Henrique havia conseguido me desarmar com apenas algumas palavras, como sempre fazia. Mas dessa vez não era para me ofender, pelo contrário.

Aquele não era o garoto com quem eu discutira milhões de vezes na adolescência. Aquele não era o garoto que eu havia imaginado me chamando por todos os palavrões possíveis. Aquele era um cara que eu não fazia ideia de quem era. E o pior, parecia ser alguém que eu poderia gostar. Parecia muito com o que todo mundo parecia descrevê-lo e que nunca acreditei, porque comigo nunca havia sido assim: gentil e educado.

Era muito mais fácil odiá-lo, e aquele sentimento estranho havia me deixado muito mais nervosa do que antes. Então todas as emoções se chocaram e comecei a chorar com muito mais intensidade do que antes. Henrique nunca havia me visto daquela maneira tão vulnerável. Eu me sentia abandonada e frágil, sem contar o enorme constrangimento de mostrar que no fundo eu não era tão forte quanto aparentava.

O desconhecido em minha frente, ao ver minhas lágrimas caírem como uma cachoeira por meu rosto, contornou a cadeira e se sentou diante de mim, me puxando pela mão para que também me sentasse. Um gesto que nunca achei que fosse ver na vida.

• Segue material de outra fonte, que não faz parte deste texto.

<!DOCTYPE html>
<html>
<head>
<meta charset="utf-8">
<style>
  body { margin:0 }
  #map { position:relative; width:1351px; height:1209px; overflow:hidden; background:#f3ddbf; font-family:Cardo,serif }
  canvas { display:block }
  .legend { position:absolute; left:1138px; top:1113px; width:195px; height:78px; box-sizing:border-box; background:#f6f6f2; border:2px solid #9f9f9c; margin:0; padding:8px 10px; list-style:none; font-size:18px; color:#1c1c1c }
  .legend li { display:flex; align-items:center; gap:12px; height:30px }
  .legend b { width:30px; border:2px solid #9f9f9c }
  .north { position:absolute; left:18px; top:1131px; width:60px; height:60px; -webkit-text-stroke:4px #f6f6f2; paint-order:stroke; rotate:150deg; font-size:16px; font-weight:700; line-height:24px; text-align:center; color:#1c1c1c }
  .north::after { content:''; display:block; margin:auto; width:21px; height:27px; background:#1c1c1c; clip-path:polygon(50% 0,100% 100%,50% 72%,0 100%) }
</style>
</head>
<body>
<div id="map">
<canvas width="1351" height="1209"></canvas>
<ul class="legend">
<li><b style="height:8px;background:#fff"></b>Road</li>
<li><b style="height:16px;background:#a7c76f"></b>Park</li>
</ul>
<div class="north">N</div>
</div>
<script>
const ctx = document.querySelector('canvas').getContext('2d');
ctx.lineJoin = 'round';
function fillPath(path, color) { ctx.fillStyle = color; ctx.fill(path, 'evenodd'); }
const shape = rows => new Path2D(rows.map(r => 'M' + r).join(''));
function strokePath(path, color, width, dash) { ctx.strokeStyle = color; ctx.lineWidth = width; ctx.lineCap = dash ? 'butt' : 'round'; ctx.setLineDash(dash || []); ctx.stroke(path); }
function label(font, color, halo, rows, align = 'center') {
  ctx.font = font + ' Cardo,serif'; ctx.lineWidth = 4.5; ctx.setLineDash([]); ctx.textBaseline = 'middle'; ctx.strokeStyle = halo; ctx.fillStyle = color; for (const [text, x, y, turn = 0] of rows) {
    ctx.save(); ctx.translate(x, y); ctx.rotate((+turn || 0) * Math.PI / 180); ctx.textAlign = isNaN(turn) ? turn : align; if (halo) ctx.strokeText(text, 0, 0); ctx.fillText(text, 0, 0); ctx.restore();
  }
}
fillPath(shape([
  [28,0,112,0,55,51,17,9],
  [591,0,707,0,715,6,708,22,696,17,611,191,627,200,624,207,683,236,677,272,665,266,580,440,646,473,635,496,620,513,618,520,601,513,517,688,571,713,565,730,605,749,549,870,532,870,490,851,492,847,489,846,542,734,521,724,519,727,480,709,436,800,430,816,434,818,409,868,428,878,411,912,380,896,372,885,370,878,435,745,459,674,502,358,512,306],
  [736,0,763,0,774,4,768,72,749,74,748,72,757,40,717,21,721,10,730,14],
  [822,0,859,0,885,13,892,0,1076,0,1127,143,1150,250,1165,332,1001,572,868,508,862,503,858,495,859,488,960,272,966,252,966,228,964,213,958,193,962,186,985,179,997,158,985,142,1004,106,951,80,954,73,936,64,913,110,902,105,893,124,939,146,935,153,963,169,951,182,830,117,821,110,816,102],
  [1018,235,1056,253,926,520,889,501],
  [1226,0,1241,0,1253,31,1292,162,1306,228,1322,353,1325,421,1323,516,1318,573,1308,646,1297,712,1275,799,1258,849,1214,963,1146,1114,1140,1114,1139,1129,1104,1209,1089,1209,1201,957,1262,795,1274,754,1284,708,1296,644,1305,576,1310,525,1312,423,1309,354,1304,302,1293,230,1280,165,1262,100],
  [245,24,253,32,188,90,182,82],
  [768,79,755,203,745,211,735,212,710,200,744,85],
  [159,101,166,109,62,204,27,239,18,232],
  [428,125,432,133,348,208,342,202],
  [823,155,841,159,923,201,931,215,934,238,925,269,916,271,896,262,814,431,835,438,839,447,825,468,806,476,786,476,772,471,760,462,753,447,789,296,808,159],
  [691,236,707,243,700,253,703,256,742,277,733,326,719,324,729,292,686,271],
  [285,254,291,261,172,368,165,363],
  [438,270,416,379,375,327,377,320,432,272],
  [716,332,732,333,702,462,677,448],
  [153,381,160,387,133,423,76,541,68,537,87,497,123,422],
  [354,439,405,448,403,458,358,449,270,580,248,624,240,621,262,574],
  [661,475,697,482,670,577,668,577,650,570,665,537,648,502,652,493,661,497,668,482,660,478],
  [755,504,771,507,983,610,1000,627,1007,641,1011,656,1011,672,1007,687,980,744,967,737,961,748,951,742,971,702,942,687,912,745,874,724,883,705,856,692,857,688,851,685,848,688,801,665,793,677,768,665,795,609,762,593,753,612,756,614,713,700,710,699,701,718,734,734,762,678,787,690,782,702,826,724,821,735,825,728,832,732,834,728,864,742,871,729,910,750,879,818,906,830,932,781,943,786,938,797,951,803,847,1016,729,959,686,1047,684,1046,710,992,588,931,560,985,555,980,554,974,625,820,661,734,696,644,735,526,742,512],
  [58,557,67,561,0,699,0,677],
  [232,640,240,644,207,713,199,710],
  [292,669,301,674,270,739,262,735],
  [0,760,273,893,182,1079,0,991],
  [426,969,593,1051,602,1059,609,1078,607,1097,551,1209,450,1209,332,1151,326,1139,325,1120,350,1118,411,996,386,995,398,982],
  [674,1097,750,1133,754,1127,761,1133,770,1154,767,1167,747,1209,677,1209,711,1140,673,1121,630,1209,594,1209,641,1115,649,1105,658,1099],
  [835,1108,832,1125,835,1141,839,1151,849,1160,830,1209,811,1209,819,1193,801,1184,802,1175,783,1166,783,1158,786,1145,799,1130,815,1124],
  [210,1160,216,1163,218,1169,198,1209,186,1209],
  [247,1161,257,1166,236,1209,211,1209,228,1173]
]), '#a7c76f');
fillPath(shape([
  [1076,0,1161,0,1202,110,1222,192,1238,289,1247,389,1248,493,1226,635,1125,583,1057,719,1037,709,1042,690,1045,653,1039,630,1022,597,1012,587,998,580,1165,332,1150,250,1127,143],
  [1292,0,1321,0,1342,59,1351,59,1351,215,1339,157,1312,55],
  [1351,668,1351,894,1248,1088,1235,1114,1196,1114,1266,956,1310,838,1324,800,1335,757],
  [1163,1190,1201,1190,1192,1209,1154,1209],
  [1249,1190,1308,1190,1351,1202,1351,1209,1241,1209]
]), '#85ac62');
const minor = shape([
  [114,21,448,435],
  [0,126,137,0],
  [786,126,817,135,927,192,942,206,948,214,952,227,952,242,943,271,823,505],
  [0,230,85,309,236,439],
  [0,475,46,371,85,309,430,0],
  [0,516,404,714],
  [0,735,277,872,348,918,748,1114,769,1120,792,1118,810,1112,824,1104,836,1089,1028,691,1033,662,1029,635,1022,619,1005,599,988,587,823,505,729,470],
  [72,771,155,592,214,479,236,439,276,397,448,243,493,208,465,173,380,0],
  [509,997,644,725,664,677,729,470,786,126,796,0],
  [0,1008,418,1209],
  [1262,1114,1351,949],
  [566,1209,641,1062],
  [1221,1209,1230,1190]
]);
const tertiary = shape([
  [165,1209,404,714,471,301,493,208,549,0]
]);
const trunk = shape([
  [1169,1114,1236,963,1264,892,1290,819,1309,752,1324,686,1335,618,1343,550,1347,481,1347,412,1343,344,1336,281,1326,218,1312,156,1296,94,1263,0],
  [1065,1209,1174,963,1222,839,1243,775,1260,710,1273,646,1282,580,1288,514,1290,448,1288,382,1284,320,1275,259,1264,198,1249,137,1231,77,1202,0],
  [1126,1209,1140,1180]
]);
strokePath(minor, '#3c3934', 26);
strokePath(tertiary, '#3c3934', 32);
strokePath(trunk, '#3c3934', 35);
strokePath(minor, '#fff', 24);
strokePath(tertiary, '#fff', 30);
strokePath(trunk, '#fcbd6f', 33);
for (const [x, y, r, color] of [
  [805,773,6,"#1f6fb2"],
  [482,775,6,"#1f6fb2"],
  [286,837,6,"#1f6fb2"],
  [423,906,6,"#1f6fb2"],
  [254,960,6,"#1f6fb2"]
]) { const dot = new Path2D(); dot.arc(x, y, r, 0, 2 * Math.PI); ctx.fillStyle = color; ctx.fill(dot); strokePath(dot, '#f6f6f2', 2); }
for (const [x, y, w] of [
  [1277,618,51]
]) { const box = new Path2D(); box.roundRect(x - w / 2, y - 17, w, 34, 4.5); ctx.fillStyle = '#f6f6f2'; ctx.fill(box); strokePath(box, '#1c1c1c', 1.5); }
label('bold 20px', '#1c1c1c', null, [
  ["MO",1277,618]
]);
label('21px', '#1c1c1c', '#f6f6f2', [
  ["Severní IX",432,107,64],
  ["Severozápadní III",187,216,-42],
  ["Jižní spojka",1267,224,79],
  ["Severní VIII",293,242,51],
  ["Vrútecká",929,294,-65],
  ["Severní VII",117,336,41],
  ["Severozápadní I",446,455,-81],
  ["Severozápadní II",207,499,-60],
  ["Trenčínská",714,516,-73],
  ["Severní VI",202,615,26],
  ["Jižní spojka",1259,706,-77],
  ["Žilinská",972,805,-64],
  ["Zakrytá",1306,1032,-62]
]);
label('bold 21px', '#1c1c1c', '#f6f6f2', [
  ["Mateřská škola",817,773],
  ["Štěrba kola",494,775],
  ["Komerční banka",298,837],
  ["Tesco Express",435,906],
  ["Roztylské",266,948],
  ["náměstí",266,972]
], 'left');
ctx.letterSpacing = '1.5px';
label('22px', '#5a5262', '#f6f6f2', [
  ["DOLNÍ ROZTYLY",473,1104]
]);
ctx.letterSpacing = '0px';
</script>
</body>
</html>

— Você não tá sozinha, Andressa — ele disse, baixinho. — Vou estar com você. Vou assumir esse bebê, tá? Pode contar comigo.

Por que diabos ele estava sendo assim tão legal comigo? Eu nem merecia tanta consideração depois de todas as vezes em que o ofendera. Nem merecia tanta consideração depois de tudo que acontecera. Ou será que merecia? Ele achava que sim.

Baixei a cabeça e deixei que suas mãos grandes me guiassem até seu peito enquanto ele envolvia minhas costas com seus braços, meio constrangido, sem apertar muito, como se tocar em minha pele fosse muito difícil. Ele não era muito bom naquilo, parecia meio robótico, forçado, mas de alguma forma aquilo começou a me acalmar.

Nunca achei que algum dia sentiria conforto em Henrique. Mas lá estávamos nós, abraçados, esperando encontrar sentido em algo, esperando achar algo em que nos agarrar e tendo apenas um ao outro como apoio. Talvez não fosse tão difícil, no final das contas.